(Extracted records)
--- START ---
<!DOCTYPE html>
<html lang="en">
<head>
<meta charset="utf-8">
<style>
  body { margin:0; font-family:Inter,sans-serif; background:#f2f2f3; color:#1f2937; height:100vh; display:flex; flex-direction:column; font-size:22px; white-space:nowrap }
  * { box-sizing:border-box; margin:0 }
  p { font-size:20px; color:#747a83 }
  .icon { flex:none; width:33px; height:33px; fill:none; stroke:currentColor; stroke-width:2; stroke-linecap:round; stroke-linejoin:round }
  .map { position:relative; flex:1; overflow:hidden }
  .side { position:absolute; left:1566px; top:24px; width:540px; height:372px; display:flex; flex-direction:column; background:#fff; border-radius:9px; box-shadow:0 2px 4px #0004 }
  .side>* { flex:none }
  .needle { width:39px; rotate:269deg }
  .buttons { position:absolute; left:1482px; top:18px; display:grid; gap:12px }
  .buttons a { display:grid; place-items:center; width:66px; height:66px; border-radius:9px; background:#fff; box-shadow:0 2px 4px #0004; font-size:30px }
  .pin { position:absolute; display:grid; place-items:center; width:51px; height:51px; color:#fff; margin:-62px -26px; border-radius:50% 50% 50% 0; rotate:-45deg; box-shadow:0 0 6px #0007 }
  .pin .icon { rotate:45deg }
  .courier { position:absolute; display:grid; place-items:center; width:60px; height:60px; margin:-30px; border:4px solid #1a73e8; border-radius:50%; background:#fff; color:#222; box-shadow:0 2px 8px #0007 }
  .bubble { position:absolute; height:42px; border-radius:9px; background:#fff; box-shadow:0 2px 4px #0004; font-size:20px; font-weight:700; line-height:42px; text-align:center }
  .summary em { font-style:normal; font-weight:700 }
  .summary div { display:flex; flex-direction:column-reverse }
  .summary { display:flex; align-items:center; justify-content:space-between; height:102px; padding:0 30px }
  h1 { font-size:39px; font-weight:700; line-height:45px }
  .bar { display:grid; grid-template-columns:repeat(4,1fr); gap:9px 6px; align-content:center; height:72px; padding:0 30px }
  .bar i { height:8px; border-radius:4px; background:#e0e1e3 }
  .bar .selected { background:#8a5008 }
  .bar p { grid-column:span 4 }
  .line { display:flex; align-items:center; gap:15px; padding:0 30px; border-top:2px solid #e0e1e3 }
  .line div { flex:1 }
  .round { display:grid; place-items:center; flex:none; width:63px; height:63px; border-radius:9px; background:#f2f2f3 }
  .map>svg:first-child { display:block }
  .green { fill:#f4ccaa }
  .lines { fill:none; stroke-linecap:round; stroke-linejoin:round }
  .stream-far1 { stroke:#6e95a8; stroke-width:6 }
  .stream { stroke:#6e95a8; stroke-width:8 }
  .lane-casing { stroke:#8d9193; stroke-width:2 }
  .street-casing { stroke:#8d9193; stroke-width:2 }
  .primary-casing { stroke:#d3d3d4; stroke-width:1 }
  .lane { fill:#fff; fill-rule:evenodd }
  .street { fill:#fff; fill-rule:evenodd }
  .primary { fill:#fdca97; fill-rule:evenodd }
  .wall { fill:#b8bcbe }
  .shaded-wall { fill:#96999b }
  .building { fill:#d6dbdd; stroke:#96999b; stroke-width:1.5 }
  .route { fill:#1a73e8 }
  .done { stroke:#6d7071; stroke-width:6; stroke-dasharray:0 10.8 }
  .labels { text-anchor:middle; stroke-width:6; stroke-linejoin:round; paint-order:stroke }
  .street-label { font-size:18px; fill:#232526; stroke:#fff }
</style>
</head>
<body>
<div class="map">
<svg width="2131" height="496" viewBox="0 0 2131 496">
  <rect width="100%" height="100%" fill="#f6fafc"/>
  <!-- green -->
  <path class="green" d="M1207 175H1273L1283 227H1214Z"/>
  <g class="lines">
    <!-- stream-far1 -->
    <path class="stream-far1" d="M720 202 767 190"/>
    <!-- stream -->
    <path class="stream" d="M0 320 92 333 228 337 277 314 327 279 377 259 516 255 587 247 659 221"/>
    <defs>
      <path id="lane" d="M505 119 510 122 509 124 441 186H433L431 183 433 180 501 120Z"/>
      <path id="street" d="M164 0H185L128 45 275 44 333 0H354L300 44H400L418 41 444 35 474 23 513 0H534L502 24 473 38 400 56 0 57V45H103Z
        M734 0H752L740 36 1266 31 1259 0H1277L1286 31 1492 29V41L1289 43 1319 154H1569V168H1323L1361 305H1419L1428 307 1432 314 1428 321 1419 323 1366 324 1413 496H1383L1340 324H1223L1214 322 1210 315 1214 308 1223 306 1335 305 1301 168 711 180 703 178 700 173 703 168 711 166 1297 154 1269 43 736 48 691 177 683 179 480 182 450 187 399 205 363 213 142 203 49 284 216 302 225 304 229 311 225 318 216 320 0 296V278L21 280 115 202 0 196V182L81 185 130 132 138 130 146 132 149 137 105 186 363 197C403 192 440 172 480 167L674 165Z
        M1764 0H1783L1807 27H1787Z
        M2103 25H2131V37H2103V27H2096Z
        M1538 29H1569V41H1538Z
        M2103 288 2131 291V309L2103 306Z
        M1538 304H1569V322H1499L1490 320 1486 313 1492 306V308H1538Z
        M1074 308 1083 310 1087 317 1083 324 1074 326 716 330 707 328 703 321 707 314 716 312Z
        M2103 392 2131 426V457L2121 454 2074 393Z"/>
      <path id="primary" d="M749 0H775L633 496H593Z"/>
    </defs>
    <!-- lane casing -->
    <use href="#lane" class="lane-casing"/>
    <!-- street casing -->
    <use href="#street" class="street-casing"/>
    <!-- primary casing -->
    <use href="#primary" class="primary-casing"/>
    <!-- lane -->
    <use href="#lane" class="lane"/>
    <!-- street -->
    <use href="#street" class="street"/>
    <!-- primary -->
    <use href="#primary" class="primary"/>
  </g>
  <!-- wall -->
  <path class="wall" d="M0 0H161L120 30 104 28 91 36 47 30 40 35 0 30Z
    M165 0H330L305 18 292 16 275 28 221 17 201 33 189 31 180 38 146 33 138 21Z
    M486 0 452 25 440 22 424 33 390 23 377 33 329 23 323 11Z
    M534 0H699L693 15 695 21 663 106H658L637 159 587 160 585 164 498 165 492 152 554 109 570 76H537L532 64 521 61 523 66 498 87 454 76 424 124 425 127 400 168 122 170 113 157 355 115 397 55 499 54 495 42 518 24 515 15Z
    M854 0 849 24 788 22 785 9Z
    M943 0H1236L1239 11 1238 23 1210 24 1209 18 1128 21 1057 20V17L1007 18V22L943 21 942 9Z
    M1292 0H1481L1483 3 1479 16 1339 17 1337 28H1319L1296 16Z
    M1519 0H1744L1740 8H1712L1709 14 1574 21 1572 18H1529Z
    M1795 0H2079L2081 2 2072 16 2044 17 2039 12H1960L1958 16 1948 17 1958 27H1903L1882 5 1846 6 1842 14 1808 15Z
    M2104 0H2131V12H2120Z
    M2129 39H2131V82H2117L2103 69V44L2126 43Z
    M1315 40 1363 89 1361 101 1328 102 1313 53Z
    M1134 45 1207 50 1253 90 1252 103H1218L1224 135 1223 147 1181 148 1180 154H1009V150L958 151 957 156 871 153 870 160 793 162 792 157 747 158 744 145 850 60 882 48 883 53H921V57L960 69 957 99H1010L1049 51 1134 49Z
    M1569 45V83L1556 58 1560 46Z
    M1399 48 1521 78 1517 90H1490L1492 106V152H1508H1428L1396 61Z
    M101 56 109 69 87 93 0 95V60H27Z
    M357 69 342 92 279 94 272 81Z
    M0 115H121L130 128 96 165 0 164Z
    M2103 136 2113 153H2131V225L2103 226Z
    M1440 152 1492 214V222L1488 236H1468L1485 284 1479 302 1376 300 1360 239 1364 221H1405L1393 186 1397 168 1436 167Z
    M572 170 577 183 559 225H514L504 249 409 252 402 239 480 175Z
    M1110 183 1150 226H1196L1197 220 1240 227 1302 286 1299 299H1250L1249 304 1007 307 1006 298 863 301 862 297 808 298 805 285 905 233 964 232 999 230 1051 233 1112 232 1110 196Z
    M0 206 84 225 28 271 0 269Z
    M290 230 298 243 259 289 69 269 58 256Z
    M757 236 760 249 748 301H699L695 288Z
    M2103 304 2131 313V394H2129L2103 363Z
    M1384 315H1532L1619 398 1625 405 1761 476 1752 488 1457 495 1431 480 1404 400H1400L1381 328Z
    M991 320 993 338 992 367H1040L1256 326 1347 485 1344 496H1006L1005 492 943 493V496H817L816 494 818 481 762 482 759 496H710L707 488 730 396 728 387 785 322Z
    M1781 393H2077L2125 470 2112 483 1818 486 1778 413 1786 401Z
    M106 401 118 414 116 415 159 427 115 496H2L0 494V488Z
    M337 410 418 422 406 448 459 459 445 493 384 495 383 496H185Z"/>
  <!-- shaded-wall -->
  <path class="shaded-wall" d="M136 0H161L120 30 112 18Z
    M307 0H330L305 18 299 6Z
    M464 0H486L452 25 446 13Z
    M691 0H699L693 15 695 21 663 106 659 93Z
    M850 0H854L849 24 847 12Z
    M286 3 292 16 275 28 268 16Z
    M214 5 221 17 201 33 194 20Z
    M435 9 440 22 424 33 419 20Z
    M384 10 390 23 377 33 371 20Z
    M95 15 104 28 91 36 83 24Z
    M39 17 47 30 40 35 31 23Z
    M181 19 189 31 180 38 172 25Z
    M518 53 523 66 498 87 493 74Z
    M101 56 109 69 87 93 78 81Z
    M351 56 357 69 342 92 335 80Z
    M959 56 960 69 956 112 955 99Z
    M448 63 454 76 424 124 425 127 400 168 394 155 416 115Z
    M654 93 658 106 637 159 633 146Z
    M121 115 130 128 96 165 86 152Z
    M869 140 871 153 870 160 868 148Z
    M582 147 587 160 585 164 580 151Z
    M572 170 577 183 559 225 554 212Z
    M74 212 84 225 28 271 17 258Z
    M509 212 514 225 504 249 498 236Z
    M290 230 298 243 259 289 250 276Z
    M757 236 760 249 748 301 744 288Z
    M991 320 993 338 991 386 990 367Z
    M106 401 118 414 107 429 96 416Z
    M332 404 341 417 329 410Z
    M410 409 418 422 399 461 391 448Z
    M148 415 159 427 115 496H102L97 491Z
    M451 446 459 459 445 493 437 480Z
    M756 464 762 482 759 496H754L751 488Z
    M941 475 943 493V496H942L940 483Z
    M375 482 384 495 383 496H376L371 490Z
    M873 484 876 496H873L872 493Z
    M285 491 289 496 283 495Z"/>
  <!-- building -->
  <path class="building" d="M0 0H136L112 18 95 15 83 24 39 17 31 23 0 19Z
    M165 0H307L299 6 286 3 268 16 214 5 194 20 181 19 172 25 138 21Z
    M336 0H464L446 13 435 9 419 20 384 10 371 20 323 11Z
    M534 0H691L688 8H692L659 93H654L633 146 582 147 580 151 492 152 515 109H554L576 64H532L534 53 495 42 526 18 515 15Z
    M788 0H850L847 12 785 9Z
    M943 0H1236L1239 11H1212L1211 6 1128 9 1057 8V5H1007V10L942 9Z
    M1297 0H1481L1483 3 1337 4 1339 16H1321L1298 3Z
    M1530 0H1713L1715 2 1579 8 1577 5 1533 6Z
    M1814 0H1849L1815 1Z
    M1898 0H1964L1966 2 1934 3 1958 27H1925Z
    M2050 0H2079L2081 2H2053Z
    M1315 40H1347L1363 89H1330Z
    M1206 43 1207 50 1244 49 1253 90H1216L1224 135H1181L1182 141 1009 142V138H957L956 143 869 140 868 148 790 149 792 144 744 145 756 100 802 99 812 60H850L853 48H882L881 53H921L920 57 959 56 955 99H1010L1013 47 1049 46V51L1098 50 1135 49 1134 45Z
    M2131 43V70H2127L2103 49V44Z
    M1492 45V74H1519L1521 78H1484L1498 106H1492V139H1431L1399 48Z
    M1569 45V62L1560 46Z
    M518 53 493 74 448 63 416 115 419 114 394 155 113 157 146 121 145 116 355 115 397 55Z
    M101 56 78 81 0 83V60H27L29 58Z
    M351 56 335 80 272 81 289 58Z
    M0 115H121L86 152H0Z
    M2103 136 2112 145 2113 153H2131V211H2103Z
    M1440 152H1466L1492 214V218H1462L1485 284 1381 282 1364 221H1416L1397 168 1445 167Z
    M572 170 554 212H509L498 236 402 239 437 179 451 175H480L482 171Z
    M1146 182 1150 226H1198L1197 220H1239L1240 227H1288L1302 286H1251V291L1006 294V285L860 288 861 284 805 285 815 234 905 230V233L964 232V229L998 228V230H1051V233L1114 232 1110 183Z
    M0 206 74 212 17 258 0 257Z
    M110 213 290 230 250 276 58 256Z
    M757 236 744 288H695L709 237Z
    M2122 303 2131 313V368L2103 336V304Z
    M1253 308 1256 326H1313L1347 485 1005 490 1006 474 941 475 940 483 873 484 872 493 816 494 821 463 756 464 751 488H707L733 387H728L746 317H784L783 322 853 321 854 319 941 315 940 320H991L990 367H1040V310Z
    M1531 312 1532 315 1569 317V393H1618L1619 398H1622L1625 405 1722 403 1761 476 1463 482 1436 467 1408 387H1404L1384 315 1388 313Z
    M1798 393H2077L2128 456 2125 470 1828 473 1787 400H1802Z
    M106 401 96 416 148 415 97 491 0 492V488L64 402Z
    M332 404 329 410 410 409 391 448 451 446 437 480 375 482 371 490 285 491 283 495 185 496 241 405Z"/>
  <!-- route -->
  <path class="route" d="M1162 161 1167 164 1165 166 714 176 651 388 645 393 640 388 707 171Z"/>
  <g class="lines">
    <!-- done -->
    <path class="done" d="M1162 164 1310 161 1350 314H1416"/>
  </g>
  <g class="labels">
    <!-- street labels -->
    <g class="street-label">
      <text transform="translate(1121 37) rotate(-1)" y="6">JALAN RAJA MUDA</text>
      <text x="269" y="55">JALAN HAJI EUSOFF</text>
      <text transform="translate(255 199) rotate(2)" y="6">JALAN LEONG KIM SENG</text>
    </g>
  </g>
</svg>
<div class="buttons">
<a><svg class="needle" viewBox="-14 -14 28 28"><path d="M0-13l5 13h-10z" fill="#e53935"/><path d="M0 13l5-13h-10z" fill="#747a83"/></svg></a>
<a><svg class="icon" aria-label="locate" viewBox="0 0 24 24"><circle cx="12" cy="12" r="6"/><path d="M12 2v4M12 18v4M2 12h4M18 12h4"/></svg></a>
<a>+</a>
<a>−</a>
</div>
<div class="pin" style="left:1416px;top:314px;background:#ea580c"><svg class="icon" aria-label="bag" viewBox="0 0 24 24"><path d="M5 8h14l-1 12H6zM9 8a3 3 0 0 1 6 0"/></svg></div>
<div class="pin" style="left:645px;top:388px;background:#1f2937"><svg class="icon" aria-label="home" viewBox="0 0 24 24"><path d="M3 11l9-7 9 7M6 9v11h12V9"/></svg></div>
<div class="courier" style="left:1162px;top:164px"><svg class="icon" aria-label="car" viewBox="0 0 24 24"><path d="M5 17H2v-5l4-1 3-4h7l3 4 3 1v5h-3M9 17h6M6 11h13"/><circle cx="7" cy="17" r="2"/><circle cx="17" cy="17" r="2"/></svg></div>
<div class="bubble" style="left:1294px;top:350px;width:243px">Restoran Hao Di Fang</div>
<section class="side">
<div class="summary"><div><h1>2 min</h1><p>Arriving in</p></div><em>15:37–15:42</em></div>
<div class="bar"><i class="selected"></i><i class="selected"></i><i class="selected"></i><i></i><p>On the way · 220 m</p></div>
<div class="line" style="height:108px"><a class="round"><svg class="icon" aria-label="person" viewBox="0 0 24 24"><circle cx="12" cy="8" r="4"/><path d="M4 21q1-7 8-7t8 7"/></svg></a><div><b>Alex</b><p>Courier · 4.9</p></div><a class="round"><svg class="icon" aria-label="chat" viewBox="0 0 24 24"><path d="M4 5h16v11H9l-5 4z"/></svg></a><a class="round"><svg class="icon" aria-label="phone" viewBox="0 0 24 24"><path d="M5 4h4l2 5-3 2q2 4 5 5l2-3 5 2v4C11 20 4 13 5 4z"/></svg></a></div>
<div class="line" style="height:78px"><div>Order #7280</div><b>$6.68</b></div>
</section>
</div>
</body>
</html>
--- END ---
> [What you will do]:
Look through the entries above; copy every line holding the string "linecap".

> [Output of the exercise]:
  .icon { flex:none; width:33px; height:33px; fill:none; stroke:currentColor; stroke-width:2; stroke-linecap:round; stroke-linejoin:round }
  .lines { fill:none; stroke-linecap:round; stroke-linejoin:round }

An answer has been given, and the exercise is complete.